Zhivko Nedelchev moved to Copenhagen at the beginning of 2010. He soon joined DDK, which teaches ‘kyokushin’ karate, which he also trained with in Bulgaria. Being asked to participate in the European Championships has made an impression on the modest Bulgarian black belt. “It is a very big honour for me,” he said. “I already feel part of the kyokushin family in Denmark. I’m looking forward to it.”
If things go as planned, DDK will also be sending fighters to Japan for the World Championships in November. Having all the tournaments spread out from May until November means that the fighters have a long year ahead of them.
“It’s a hard slog – that’s why I train every day,” continued Nedelchev. “But it’s very exciting for me. I’ve wanted to do this for many years, but it was impossible in Bulgaria. I really enjoy the training and I feel that I have found my second family here in Denmark through kyokushin.”
There is no doubt that the competition will be fierce. Top tournament fighters train twice a day, six days a week. “They only take a rest on Sunday,” said Nedelchev. “When they only train once.It is the kyokushin way.”
The European Championships kick off on May 26 and DDK expects to ship Nedelchev and two other fighters off to Italy to challenge for the European title.
In the meantime, the school is preparing for the annual Beker der Kempen, which takes place in May in the sleepy Belgian town of Beerse. The preparations are already underway in the ‘dojo’ in Østerbro, where the smell of hard work invades the nostrils, if you find yourself entering the dojo too soon after a steamy training session.
“We’re doing what we can to prepare the fighters physically and mentally for the tournament,” explained Sensei Christina Nielsen, who is in charge of training the tournament fighters. “It’s important as an international tournament can be quite chaotic. The mental aspect shouldn’t be underestimated. It’s rarely the fitness level that lets people down”.
And she knows what she’s talking about. As well as having a European Championship under her belt, she has also fought competitively in countries such as Russia, Japan and the United States.
DDK expects to send eight fighters to the tournament in Belgium. Half of these fighters will be youngsters making their baptism of fire in the junior category. While among the adults, the school is confident of winning at least one category, although its main goal is simply gaining the international experience such a tournament provides.
“It’s important that they learn something about themselves,” said Nielsen. “The experience can be very rewarding, both physically and mentally. Not just the tournament, but also the training leading up to it. An international tournament is an emotional rollercoaster ride. I want the fighters to be able to use the experience positively in their life when the tournament is over. Then they can bring home the medals next year.”

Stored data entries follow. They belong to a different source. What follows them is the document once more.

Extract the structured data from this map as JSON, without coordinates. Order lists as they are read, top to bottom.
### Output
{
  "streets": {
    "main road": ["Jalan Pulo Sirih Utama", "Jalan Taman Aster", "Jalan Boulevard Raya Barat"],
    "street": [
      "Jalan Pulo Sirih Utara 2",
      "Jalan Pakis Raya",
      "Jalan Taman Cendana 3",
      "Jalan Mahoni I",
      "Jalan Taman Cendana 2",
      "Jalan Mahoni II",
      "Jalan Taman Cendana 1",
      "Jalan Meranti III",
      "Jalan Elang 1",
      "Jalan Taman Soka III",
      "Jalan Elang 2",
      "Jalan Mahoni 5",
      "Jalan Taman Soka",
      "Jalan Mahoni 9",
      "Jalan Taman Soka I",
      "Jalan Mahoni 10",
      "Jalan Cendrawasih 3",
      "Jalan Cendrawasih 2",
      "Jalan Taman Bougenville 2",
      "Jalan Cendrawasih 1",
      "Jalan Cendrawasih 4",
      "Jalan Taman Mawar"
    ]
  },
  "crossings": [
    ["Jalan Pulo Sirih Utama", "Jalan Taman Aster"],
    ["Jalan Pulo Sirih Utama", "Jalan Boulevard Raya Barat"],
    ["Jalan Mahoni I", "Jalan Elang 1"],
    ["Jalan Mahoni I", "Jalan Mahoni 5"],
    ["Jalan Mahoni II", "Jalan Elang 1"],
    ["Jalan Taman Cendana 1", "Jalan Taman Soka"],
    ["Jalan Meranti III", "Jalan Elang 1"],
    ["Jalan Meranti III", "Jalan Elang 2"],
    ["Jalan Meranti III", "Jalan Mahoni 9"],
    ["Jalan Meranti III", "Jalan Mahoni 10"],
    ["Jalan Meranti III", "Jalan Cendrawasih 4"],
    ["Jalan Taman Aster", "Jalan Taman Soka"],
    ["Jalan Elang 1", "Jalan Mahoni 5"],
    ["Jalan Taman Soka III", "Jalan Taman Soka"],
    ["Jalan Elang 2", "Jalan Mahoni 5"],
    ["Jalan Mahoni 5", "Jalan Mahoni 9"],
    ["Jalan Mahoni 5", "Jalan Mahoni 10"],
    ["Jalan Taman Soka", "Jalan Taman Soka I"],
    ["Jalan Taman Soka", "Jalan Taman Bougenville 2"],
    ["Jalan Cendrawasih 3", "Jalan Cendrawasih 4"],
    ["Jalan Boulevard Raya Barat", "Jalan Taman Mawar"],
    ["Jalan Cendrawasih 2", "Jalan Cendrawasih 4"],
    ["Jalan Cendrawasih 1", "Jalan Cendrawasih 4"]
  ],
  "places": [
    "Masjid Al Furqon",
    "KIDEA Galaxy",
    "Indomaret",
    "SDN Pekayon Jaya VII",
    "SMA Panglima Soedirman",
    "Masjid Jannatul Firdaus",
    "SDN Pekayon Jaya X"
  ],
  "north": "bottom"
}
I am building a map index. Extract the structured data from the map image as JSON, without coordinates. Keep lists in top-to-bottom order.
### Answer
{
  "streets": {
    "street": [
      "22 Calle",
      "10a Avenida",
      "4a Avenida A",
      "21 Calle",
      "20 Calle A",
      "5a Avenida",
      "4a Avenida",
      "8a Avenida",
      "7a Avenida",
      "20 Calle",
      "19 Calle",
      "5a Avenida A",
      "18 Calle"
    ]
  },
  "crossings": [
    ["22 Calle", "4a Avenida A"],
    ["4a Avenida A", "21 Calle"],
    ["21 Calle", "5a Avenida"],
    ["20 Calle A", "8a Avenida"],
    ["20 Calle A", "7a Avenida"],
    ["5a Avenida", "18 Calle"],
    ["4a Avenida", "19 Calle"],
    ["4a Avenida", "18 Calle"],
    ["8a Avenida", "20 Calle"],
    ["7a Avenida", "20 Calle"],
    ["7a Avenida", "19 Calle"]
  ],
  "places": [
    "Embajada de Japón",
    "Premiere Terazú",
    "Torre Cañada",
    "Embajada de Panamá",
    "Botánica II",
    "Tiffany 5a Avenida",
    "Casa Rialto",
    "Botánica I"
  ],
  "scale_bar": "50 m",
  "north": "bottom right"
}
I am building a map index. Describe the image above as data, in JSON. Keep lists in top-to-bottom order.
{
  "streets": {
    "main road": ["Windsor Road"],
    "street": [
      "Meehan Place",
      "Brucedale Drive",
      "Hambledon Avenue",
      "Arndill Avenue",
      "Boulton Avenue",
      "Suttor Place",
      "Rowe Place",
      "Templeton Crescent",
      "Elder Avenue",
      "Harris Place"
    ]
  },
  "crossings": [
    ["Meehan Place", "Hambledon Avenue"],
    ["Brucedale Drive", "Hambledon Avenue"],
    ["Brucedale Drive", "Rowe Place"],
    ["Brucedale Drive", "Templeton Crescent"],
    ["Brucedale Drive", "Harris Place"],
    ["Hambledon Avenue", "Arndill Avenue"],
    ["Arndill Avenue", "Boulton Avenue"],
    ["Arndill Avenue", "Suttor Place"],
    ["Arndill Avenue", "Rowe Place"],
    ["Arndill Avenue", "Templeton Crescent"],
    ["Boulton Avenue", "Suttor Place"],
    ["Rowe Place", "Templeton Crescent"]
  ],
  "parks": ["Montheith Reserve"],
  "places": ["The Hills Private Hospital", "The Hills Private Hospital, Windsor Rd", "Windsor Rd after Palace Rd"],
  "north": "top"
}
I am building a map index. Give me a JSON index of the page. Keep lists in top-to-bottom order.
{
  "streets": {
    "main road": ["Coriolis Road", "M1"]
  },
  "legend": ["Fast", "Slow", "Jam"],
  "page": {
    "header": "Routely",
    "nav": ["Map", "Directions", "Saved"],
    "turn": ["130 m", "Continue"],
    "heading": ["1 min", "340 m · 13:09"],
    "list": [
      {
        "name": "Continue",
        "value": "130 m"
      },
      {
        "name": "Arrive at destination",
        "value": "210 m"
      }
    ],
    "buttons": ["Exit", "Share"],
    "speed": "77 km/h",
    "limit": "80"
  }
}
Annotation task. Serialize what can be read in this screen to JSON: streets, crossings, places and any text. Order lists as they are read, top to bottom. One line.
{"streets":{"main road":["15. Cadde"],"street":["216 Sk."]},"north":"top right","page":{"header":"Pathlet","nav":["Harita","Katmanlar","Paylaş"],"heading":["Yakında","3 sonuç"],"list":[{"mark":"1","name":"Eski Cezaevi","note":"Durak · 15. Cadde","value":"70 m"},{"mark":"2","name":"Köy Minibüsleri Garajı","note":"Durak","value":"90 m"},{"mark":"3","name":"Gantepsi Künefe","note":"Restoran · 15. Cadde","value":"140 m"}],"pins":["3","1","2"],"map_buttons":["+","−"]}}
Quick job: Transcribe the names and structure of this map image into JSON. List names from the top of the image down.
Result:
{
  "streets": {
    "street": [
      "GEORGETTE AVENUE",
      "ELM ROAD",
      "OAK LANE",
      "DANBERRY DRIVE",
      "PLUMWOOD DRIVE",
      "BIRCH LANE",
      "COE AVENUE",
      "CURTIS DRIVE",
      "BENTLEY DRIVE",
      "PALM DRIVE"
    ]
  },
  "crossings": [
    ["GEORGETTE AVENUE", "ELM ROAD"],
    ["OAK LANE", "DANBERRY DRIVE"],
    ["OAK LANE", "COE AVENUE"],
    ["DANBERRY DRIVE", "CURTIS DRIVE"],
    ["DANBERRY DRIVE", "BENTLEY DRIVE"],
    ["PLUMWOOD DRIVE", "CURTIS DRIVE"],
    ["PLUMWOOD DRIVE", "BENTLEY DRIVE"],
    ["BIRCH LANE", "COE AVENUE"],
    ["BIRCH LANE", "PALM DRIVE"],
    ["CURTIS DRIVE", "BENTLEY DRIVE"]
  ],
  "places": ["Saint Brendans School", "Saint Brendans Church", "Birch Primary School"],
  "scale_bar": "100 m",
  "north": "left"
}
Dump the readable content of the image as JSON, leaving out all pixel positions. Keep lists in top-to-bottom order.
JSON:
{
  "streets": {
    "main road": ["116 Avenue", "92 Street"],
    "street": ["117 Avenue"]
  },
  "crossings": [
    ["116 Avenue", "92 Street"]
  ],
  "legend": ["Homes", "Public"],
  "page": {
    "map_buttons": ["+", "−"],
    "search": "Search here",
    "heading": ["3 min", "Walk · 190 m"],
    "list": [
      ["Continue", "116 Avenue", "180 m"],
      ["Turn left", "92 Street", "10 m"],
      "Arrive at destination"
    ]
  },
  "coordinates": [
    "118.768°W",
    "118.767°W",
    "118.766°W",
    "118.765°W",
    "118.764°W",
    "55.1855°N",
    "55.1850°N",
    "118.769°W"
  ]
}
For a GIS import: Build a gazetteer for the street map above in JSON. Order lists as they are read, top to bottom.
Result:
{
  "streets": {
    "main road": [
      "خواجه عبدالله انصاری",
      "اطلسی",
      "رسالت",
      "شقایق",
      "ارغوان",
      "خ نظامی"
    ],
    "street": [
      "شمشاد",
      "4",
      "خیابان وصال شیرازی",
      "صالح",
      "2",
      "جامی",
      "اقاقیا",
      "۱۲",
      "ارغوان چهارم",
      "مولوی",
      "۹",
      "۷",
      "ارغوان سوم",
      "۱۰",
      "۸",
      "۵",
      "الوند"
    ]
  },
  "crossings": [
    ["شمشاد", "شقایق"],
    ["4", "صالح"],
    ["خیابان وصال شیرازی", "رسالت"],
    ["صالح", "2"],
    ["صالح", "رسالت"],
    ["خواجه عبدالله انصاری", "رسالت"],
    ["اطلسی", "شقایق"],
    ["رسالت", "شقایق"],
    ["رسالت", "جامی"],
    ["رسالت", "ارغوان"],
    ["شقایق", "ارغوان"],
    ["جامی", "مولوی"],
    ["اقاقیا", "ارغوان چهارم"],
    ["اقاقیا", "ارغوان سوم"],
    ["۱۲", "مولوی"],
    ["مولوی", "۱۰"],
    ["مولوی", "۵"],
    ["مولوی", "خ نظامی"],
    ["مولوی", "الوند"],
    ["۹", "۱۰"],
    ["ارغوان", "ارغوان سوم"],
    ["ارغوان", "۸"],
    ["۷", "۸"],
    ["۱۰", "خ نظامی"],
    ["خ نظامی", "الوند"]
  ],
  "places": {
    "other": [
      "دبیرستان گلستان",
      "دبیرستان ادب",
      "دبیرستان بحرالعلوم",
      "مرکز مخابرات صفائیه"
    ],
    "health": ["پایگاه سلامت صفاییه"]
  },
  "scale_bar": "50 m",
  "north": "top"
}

DDK will be optimistic after a successful 2011, which culminated with a historic black-belt graduation where 17 of its students were successful. The event ended with an unprecedented spectacle of 390 fights fought by the graduating students on the final day of the test, impressing the many spectators as well as several Japanese representatives, who had flown over from Japan to oversee the graduation.
The karate school has vowed not to rest on its laurels, and the goals for this year have been set: both the European and World Championships are in sight. But for the time being, the sweat-dripping training continues at the dojo in Østerbro.